There are several forms of Hyperpigmentation:
- Melasma are symmetrical patches of skin also known as ‘The mask of pregnancy’ as it can be triggered by fluctuations in hormones, stress and sun exposure. Sun beds can markedly worsen its presentation and should always be avoided.
- Post inflammatory Hyperpigmentation is a darkening of the skin caused by trauma or inflammation to the skin. It may occur after severe acne.
- Solar and senile lentigos are also known as age spots. They are caused by overexposure to UV radiation over time.
- Freckles – caused by UV radiation exposure
Treatment for pigmentation should always be individualised as a patient-specific approach is essential for effective treatment.
Identifying triggers help formulate an effective treatment plan. These include:
- History of sun exposure
- Genetics and skin type
- Photosensitising medication
- Hormonal changes
- Inflammatory responses
We generally consider the treatment of hyperpigmentation as three inter-reliant steps:
Step 1. Protection
- Avoiding UV exposure is essential in preventing the further production of pigment.

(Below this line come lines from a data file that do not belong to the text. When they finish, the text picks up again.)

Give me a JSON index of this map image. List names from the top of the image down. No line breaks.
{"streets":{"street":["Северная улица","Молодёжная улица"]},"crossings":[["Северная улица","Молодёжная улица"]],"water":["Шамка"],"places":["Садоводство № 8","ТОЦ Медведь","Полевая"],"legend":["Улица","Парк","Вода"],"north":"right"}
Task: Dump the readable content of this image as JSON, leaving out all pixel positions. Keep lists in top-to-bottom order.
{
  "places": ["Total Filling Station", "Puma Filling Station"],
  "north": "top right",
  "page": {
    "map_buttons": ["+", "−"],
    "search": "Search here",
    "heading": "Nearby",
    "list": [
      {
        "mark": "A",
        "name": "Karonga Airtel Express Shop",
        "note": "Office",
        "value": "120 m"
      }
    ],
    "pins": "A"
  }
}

- Generally we provide a quality, broad spectrum SPF with an antioxidant.
Step 2. Prevention
- Tyrosinase inhibitors are topical medications which reduce the production of melanin in the skin. There are several different types available and should be specifically chosen for your personal needs.
Step 3. Exfoliation
- Procedures which exfoliate the skin, effectively lifting out and spreading the pigment can have a marked improvement in the appearance of hyperpigmentation.
- Chemical Peels and microneedling can be used in isolation, or in combination, to achieve this goal.
- Cryotherapy can also be very useful in treating solar lentigo.